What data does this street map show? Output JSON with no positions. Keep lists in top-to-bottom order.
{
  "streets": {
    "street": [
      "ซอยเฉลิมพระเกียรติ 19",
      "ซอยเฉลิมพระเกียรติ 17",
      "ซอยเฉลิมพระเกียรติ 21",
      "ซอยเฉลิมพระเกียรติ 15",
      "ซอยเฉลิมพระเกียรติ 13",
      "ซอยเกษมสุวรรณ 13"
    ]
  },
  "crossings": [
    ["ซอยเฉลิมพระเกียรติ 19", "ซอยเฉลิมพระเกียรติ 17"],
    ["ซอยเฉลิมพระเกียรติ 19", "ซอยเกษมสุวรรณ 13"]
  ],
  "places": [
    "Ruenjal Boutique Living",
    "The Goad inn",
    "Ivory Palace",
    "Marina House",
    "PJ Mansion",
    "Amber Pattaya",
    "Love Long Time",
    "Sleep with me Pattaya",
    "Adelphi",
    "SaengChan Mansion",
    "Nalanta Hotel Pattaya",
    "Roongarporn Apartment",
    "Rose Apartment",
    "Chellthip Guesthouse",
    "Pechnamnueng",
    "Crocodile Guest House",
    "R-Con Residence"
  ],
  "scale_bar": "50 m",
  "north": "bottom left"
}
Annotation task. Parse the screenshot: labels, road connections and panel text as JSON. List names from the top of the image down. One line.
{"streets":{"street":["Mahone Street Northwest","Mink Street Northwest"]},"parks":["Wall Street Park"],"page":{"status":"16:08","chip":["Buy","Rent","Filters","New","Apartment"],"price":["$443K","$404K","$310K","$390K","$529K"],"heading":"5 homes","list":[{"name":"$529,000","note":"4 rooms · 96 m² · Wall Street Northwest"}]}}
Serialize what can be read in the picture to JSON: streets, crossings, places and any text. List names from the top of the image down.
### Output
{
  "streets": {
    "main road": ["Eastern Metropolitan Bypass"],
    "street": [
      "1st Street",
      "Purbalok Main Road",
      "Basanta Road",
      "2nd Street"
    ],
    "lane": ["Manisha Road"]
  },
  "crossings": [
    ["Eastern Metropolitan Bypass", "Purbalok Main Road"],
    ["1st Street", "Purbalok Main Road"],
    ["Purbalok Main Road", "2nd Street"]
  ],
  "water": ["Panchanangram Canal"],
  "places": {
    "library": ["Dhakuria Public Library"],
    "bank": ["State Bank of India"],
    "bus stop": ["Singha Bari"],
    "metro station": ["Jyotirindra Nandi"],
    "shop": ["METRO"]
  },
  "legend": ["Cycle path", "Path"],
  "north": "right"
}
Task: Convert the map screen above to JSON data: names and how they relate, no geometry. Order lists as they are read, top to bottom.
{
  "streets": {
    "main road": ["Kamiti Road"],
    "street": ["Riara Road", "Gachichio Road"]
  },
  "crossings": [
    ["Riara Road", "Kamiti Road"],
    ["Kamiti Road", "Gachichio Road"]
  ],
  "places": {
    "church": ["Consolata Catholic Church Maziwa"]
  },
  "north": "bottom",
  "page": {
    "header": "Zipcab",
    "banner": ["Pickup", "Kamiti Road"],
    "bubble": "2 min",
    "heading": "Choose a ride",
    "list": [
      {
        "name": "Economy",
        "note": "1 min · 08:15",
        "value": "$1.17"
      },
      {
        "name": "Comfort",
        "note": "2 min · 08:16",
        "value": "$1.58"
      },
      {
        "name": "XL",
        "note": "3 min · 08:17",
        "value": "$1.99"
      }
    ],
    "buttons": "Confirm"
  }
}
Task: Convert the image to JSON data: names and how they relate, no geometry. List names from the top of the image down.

- [WHAT THIS TASK INVOLVES] Send back every line of the listing above exactly.

- [EXPECTED ANSWER]
What data does this street map show? Output JSON with no positions. Keep lists in top-to-bottom order.
{
  "streets": {
    "street": [
      "ซอยเฉลิมพระเกียรติ 19",
      "ซอยเฉลิมพระเกียรติ 17",
      "ซอยเฉลิมพระเกียรติ 21",
      "ซอยเฉลิมพระเกียรติ 15",
      "ซอยเฉลิมพระเกียรติ 13",
      "ซอยเกษมสุวรรณ 13"
    ]
  },
  "crossings": [
    ["ซอยเฉลิมพระเกียรติ 19", "ซอยเฉลิมพระเกียรติ 17"],
    ["ซอยเฉลิมพระเกียรติ 19", "ซอยเกษมสุวรรณ 13"]
  ],
  "places": [
    "Ruenjal Boutique Living",
    "The Goad inn",
    "Ivory Palace",
    "Marina House",
    "PJ Mansion",
    "Amber Pattaya",
    "Love Long Time",
    "Sleep with me Pattaya",
    "Adelphi",
    "SaengChan Mansion",
    "Nalanta Hotel Pattaya",
    "Roongarporn Apartment",
    "Rose Apartment",
    "Chellthip Guesthouse",
    "Pechnamnueng",
    "Crocodile Guest House",
    "R-Con Residence"
  ],
  "scale_bar": "50 m",
  "north": "bottom left"
}
Annotation task. Parse the screenshot: labels, road connections and panel text as JSON. List names from the top of the image down. One line.
{"streets":{"street":["Mahone Street Northwest","Mink Street Northwest"]},"parks":["Wall Street Park"],"page":{"status":"16:08","chip":["Buy","Rent","Filters","New","Apartment"],"price":["$443K","$404K","$310K","$390K","$529K"],"heading":"5 homes","list":[{"name":"$529,000","note":"4 rooms · 96 m² · Wall Street Northwest"}]}}
Serialize what can be read in the picture to JSON: streets, crossings, places and any text. List names from the top of the image down.
### Output
{
  "streets": {
    "main road": ["Eastern Metropolitan Bypass"],
    "street": [
      "1st Street",
      "Purbalok Main Road",
      "Basanta Road",
      "2nd Street"
    ],
    "lane": ["Manisha Road"]
  },
  "crossings": [
    ["Eastern Metropolitan Bypass", "Purbalok Main Road"],
    ["1st Street", "Purbalok Main Road"],
    ["Purbalok Main Road", "2nd Street"]
  ],
  "water": ["Panchanangram Canal"],
  "places": {
    "library": ["Dhakuria Public Library"],
    "bank": ["State Bank of India"],
    "bus stop": ["Singha Bari"],
    "metro station": ["Jyotirindra Nandi"],
    "shop": ["METRO"]
  },
  "legend": ["Cycle path", "Path"],
  "north": "right"
}
Task: Convert the map screen above to JSON data: names and how they relate, no geometry. Order lists as they are read, top to bottom.
{
  "streets": {
    "main road": ["Kamiti Road"],
    "street": ["Riara Road", "Gachichio Road"]
  },
  "crossings": [
    ["Riara Road", "Kamiti Road"],
    ["Kamiti Road", "Gachichio Road"]
  ],
  "places": {
    "church": ["Consolata Catholic Church Maziwa"]
  },
  "north": "bottom",
  "page": {
    "header": "Zipcab",
    "banner": ["Pickup", "Kamiti Road"],
    "bubble": "2 min",
    "heading": "Choose a ride",
    "list": [
      {
        "name": "Economy",
        "note": "1 min · 08:15",
        "value": "$1.17"
      },
      {
        "name": "Comfort",
        "note": "2 min · 08:16",
        "value": "$1.58"
      },
      {
        "name": "XL",
        "note": "3 min · 08:17",
        "value": "$1.99"
      }
    ],
    "buttons": "Confirm"
  }
}
Task: Convert the image to JSON data: names and how they relate, no geometry. List names from the top of the image down.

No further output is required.